Starting from DeepStream 7.0, a new tool PipeTuner is released for automatic accuracy tuning. It efficiently explores the (potentially very high-dimensional) parameter space and automatically finds the optimal parameters for the pipelines, which yields the highest KPI on the dataset. The difference between automatic and traditional manual tuning can be summarized as follows:
Approach |
Workflow |
Pros/Cons |
Requirements |
Automatic tuning using PipeTuner |
|
|
|
Manual tuning |
|
|
|
For more detailed tutorials, please check out PipeTuner User Guide from NGC for step-to-step setup instructions and all the technical details.
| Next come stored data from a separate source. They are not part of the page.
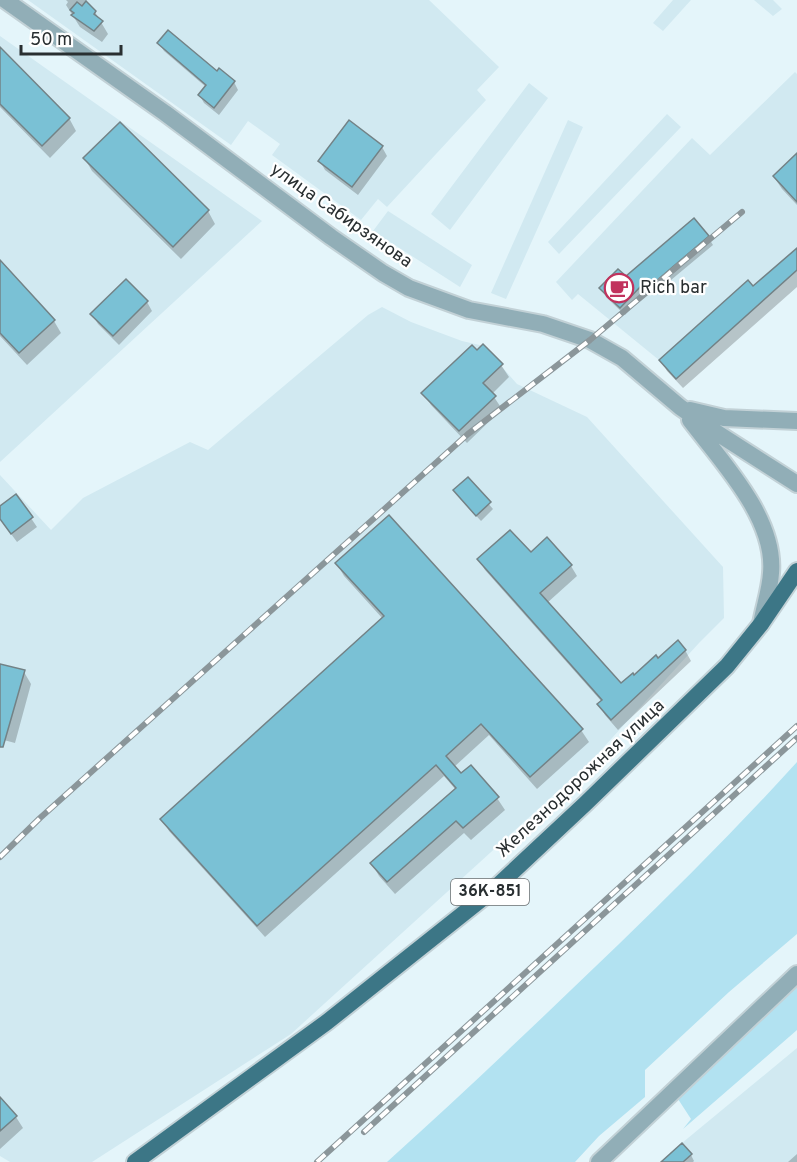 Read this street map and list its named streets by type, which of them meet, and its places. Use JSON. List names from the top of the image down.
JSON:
{
  "streets": {
    "main road": ["Железнодорожная улица", "36К-851"],
    "street": ["улица Сабирзянова"]
  },
  "places": {
    "cafe": ["Rich bar"]
  },
  "scale_bar": "50 m"
} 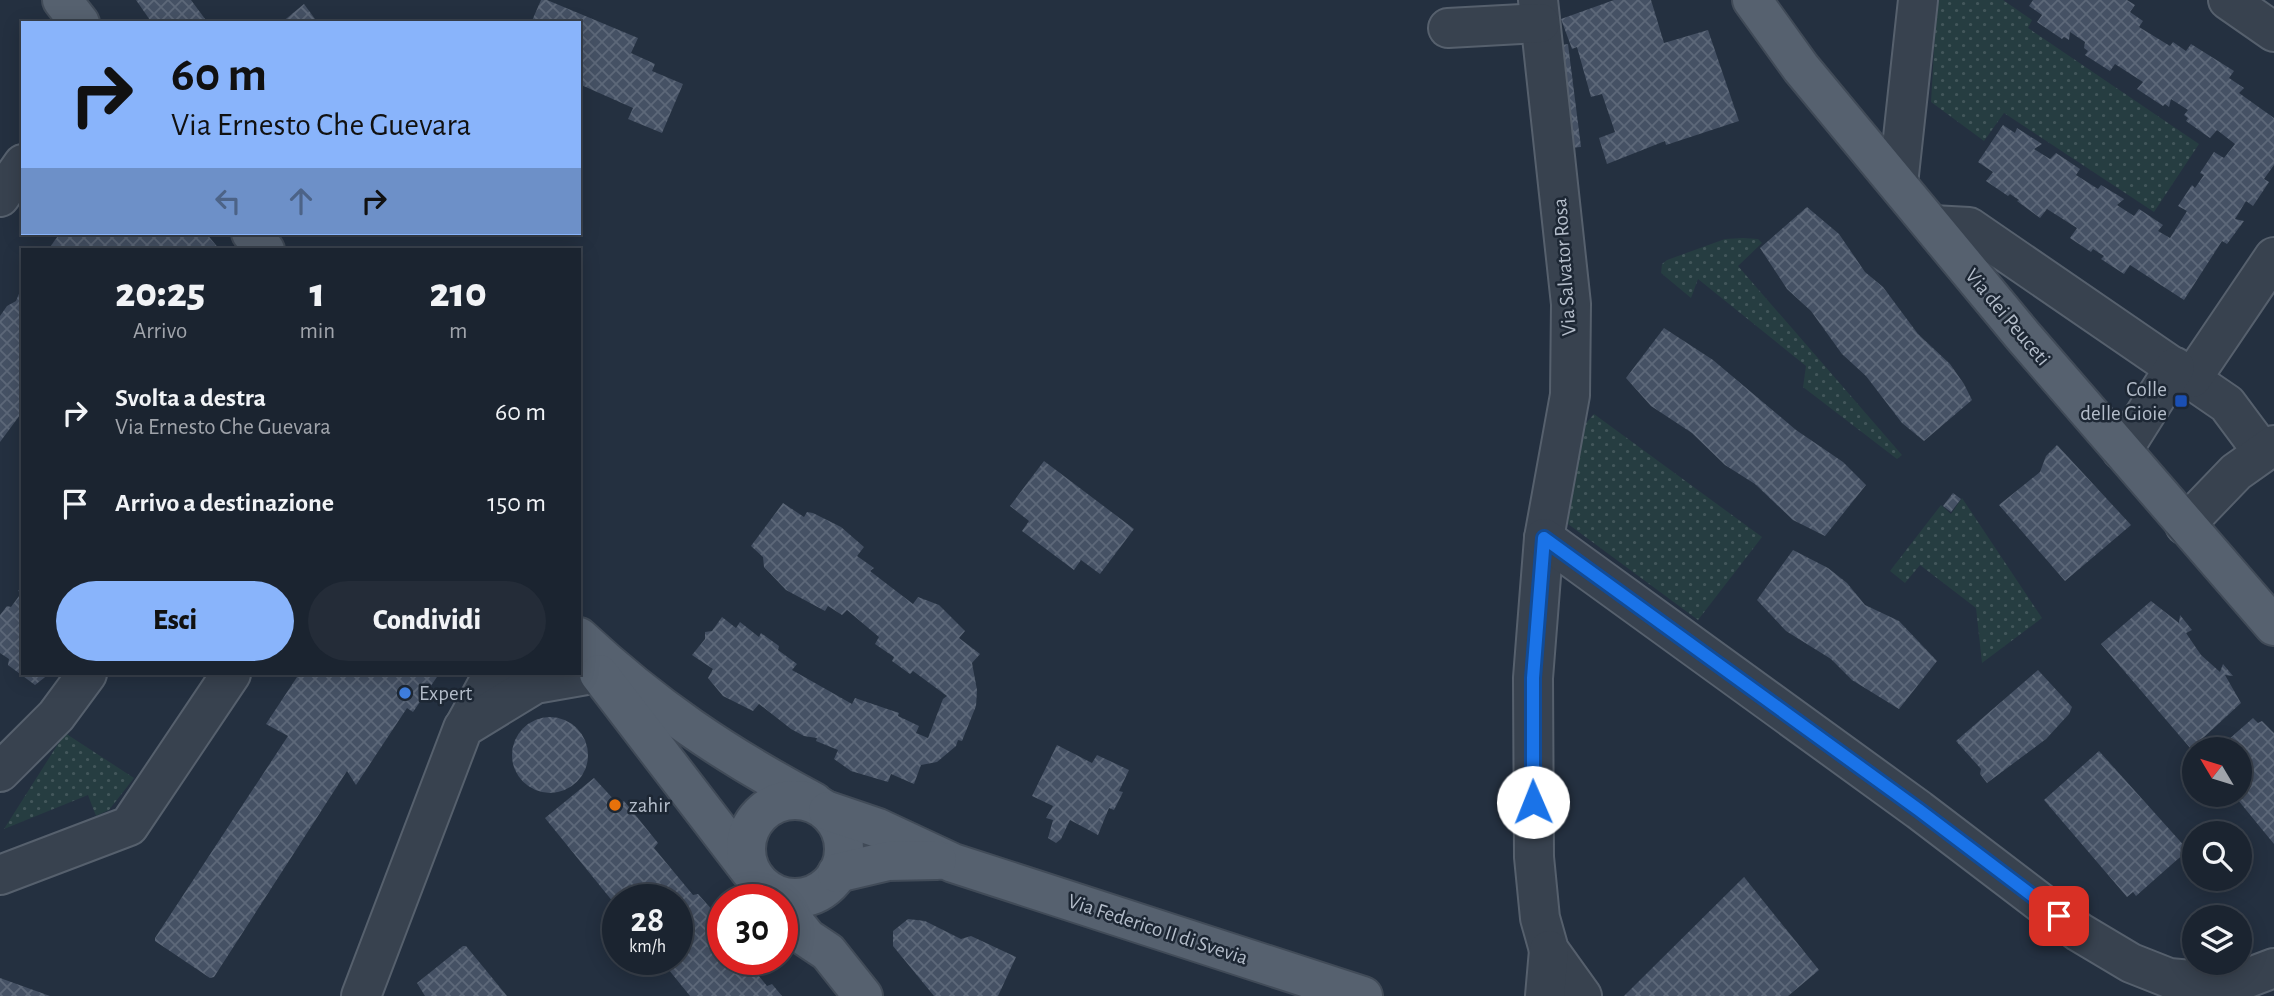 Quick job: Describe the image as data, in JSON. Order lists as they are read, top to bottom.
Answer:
{
  "streets": {
    "main road": ["Via dei Peuceti", "Via Federico II di Svevia"],
    "street": ["Via Salvator Rosa"]
  },
  "places": {
    "transit": ["Colle delle Gioie"],
    "other": ["Expert", "zahir"]
  },
  "north": "top left",
  "page": {
    "turn": ["60 m", "Via Ernesto Che Guevara"],
    "eta": [
      "20:25",
      "Arrivo",
      "1",
      "min",
      "210",
      "m"
    ],
    "list": [
      {
        "name": "Svolta a destra",
        "note": "Via Ernesto Che Guevara",
        "value": "60 m"
      },
      {
        "name": "Arrivo a destinazione",
        "value": "150 m"
      }
    ],
    "buttons": ["Esci", "Condividi"],
    "speed": "28 km/h",
    "limit": "30"
  }
}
In case manual tuning is still needed, we also provide in the following sections the functionality of some of the configuration parameters to give a better understanding on their potential impacts on both performance and accuracy on multi-object tracking operations.
PipeTuner for Automatic Tuning (Developer Preview)
Download
PipeTuner is hosted on NGC. Users need to download the following resources to start.
PipeTuner Collection: The collection of all Pipetuner resources, including introduction, user guide and setup instructions;
PipeTuner Container: PipeTuner docker container;
PipeTuner User Guide and Sample Data: PipeTuner user guide and the sample data to run as an example, including a sample dataset for people tracking, configuration files for tuning, and scripts to launch the pipeline.
Features and Requirements
Here is a summary of PipeTuner’s functionalities and requirements:
Dataset |
Users need to provide the typical dataset for their usecase. It should include a few sample videos, with bounding box and object ID ground truth annotated |
Models |
Users need to provide the required models, including the object detection model (for PGIE) and Re-ID models (Re-ID only required when using NvDCF_accuracy or NvDeepSORT tracker). They can be NVIDIA TAO models in DeepStream container, NGC, or customized pre-trained ONNX models |
Container |
Users need to download PipeTuner and DeepStream container from NGC |
Accuracy KPI |
Users select one of the multi-object tracking KPIs: HOTA, MOTA or IDF1 |
Setup
Overall steps to setup PipeTuner are as below.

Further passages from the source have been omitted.